Adjusting the rate of proton decay in the standard $\rm SU(5)$ grand unified theory

Question

The proton decay rate in the standard $SU(5)$ grand unified theory is given by $$ \Gamma \sim \left(\frac{g^2}{M_x^2}\right)^2 m_p^5 =\frac{g^4}{M_x^4}m_p^5 $$ Naively we could push up the bound for the decay rate $\Gamma$ arbitrarily high by increasing the mass of the $X$ boson, $M_x$. However, it seems that we set $M_x$ to be the scale of

(1). $M_x \sim M_{gut}$ which is the energy scale when all three gauge couplings meet

or

(2). $M_x$ set to be the scale GUT's Higgs scale where the $SU(5)$ is broken down to the standard model group $SU(3) \times SU(2) \times U(1)$.

My questions are that:

1. Are scales in point (1) and (2) are the same? Are they somehow related? It seems to me (1) and (2) can be different.

2. Why can we arbitrarily push up the scale of $M_x$ to the scale where all three gauge couplings meet? (as long as it is below the Planck scale?)

3. If possible, can we sketch other ways of varying the proton decay rate in these theories? (How exactly can SUSY help?) The current bound in experiment seems to suggest the half-life is about $10^{34}$ years..

Answer 1

It isn’t necessary that the GUT gauge bosons obtain masses that are the same as the GUT breaking scale. If these are different there will be threshold effects that are calculable functions of the ratio of these scales and group theoretic factors related to the reps the gauge bosons transform in.

Answer 2

1. (1) and (2) are thought to be the same*. When there is SU(5) symmetry, there is only one coupling constant for SU(5), not three. When the SU(5) symmetry is broken by taking a vacuum expectation value (vev) for a Higgs field (such as a 24 representation), the symmetry becomes SU(3) x SU(2) x U(1) with three different coupling constants. When taking a vev of an SU(5) GUT Higgs, the vev can be plugged back into the action to verify what particles get mass, which would be related to the scale of symmetry breaking.

*Note that typical running of coupling constants for SU(3) x SU(2) x U(1) doesn't quite lead to a single coupling constant based on the computations we can perform, but we cannot always find exact solutions and what is found is very close to unification. Nevertheless, SUSY helps make this easier to have all three coupling constants unify precisely.

2. Since we don't know what scale the GUT scale is at experimentally, we can consider different values and compute the consequences. However, the running of the coupling constants suggests a value value near $10^{16}$ GeV. Perhaps it is claimed that SUSY can make this a little higher.

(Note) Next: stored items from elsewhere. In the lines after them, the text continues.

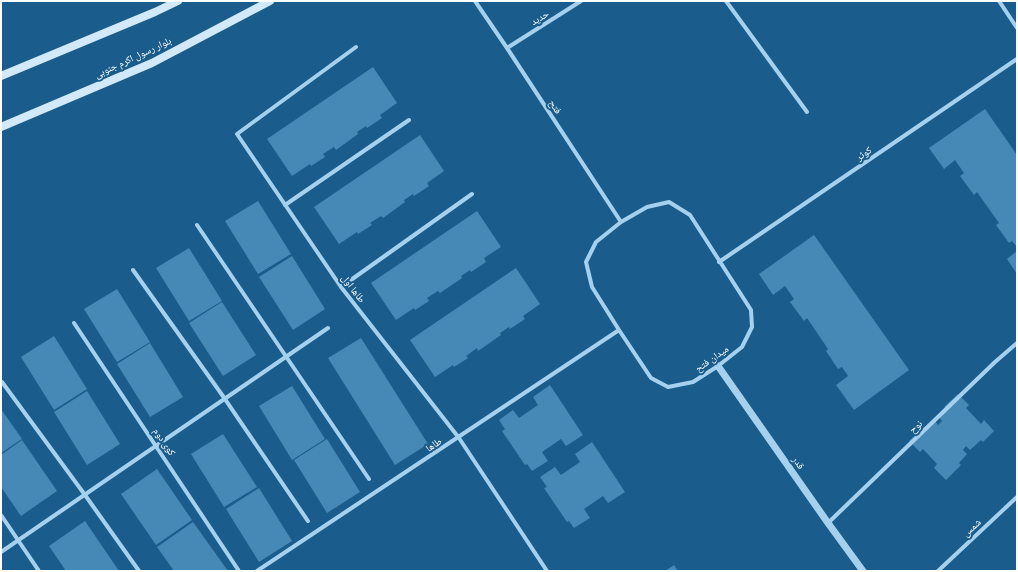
<!DOCTYPE html>
<html>
<head>
<meta charset="utf-8">
<style>
  body { margin:0 }
  #map { position:relative; width:1018px; height:572px; overflow:hidden; background:#1a5d8c; font-family:"Fira Sans Condensed",sans-serif }
  canvas { display:block }
  .frame { position:absolute; inset:0; border:2px solid #fff; pointer-events:none }
</style>
</head>
<body>
<div id="map">
<canvas width="1018" height="572"></canvas>
<div class="frame"></div>
</div>
<script>
const ctx = document.querySelector('canvas').getContext('2d');
ctx.lineJoin = 'round';
function fillPath(path, color) { ctx.fillStyle = color; ctx.fill(path, 'evenodd'); }
function strokePath(path, color, width, dash) { ctx.strokeStyle = color; ctx.lineWidth = width; ctx.lineCap = dash ? 'butt' : 'round'; ctx.setLineDash(dash || []); ctx.stroke(path); }
function write(font, color, halo, rows, align = 'center') {
  ctx.font = font + ' "Fira Sans Condensed","Noto Naskh Arabic",sans-serif'; ctx.lineWidth = 4; ctx.setLineDash([]); ctx.textBaseline = 'middle'; ctx.strokeStyle = halo; ctx.fillStyle = color; for (const [text, x, y, turn = 0] of rows) {
    ctx.save(); ctx.translate(x, y); ctx.rotate((+turn || 0) * Math.PI / 180); ctx.textAlign = isNaN(turn) ? turn : align; if (halo) ctx.strokeText(text, 0, 0); ctx.fillText(text, 0, 0); ctx.restore();
  }
}
fillPath(new Path2D(`
  M373,67l24,36 -17,12 2,3 -15,10 -1,-2 -9,6 1,2 -22,16 -2,-3 -11,7 2,3 -14,9 -1,-2 -18,12 -25,-37z
  M985,109l32,46v92l-5,-6 -3,2 -13,-18 3,-2 -22,-31 -3,3 -14,-19 4,-3 -9,-13 -11,9 -15,-21z
  M420,135l24,36 -17,12 2,3 -15,10 -1,-2 -9,6 1,2 -22,16 -2,-2 -11,7 2,2 -14,9 -1,-2 -18,12 -25,-37z
  M258,201l33,53 -33,20 -33,-53z
  M477,211l24,36 -17,11 2,4 -15,10 -1,-2 -9,6 1,2 -22,15 -2,-2 -11,7 2,3 -14,9 -1,-2 -18,12 -25,-37z
  M814,235l95,135 -55,40 -18,-25 12,-9 -6,-9 -4,2 -12,-18 2,-2 -21,-31 -3,3 -14,-19 4,-3 -9,-13 -12,9 -14,-21z
  M189,248l33,53 -33,20 -33,-53z
  M1017,251v23l-10,-15z
  M292,256l33,53 -32,21 -34,-53z
  M516,268l24,36 -17,12 2,3 -15,10 -1,-2 -9,6 1,2 -23,16 -1,-3 -11,8 2,2 -14,9 -1,-2 -18,12 -25,-37z
  M117,289l33,53 -33,20 -33,-53z
  M222,302l34,53 -33,21 -34,-53z
  M54,336l33,53 -33,21 -33,-53z
  M361,338l67,106 -33,21 -67,-107z
  M150,343l33,54 -33,20 -33,-53z
  M550,385l33,50 -17,11 -5,-7 -19,13 6,9 -16,10 -5,-7 -2,1 -23,-34 3,-2 -6,-9 14,-10 6,8 19,-13 -5,-8z
  M292,386l33,53 -33,21 -33,-54z
  M87,391l33,53 -33,21 -33,-53z
  M958,394l11,11 -3,3 15,16 3,-4 10,11 -11,11 -2,-2 -11,10 -4,-4 -3,4 4,4 -8,9 2,2 -15,15 -12,-12 3,-4 -14,-15 -3,3 -11,-11 15,-14 3,2 8,-8 3,4 4,-4 -3,-4 8,-8 -3,-2z
  M1,409l21,30 -21,14z
  M223,434l34,53 -33,20 -33,-53z
  M327,439l33,53 -33,21 -33,-53z
  M22,440l35,51 -36,25 -20,-29v-32z
  M592,442l33,50 -17,11 -5,-7 -19,13 6,9 -16,10 -5,-7 -2,1 -23,-34 3,-1 -7,-10 15,-10 6,8 19,-13 -5,-8z
  M157,469l35,51 -36,25 -35,-51z
  M259,488l33,53 -33,21 -33,-53z
  M85,521l34,50h-53l-17,-25z
  M193,522l35,49h-54l-17,-24z
  M674,565l4,6h-13z`), '#4789b6');
strokePath(new Path2D(`
  M475,1l32,47 114,174
  M726,1l81,111
  M999,1l18,27
  M356,47l-119,87 104,153 118,151 88,133
  M507,48l74,-47
  M669,202l21,13 61,95 1,17 -10,20 -24,19 -25,16 -25,5 -17,-9 -32,-48 -27,-43 -6,-25 10,-20 25,-20 26,-15z
  M285,205l124,-85
  M197,225l172,254
  M719,262l298,-203
  M133,270l92,129 83,122
  M341,287l131,-93
  M74,323l165,248
  M2,382l83,113 54,76
  M1,515l38,56
  M828,523l167,-161 22,-19
  M1,552l327,-224
  M257,571l362,-241
  M938,571l79,-74`), '#a6d1ee', 4);
strokePath(new Path2D(`
  M718,366l110,157 35,48`), '#a6d1ee', 7);
strokePath(new Path2D(`
  M1,76l154,-64 23,-11
  M1,127l151,-64 118,-62`), '#d2e9fa', 8);
write('10px', '#fff', '#1a5d8c', [
  ["حدید",540,18,-32],
  ["بلوار رسول اکرم جنوبی",133,58,-25],
  ["فتح",555,107,57],
  ["کوثر",864,154,-34],
  ["طاها اول",353,289,53],
  ["میدان فتح",712,359,-35],
  ["نوح",916,427,-44],
  ["کوی دوم",164,442,56],
  ["طاها",434,445,-33],
  ["قدر",798,463,55],
  ["شمس",972,528,-43]
]);
</script>
</body>
</html>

3. The proton can decay from X and Y bosons in SU(5). The electroweak Higgs is an SU(2) doublet, which is typically placed in a 5 Higgs of SU(5). This 5 Higgs leads to 3+2, giving a color triplet Higgs that can also lead to proton decay, giving a doublet-triplet problem. SUSY can help in various ways, there are a lot of proposals. Orbifolds allow for symmetry breaking without a Higgs field, which is one direction to explore. From there, various membrane dynamics may change things as well. However, more simply, string-inspired models, or really, Spin(10) GUT motivates the flipped SU(5) x U(1) GUT from Barr in 1982. By 1987, the flipped SU(5) GUT model was "revitalized" in the SUSY GUT community by considering a 10 Higgs instead of a 24 Higgs, which leads to a "missing partner mechanism" to solve the doublet-triplet splitting problem. While SU(5) x U(1) in non-supersymmetric GUT is often not considered not truly unified, the notion of U(5) = SU(5) x U(1) is quite natural in string theory, I believe because one can think of combining five branes with U(1) symmetry and then connect the branes with strings to get the symmetry enhanced to U(5). Also, the fact that the 10 Higgs can be used only with flipped SU(5) x U(1) GUT and not SU(5) is another nice advantage because it is not too large and also it is more natural to find the 10 Higgs from higher gauge groups, such as exceptional Lie algebras.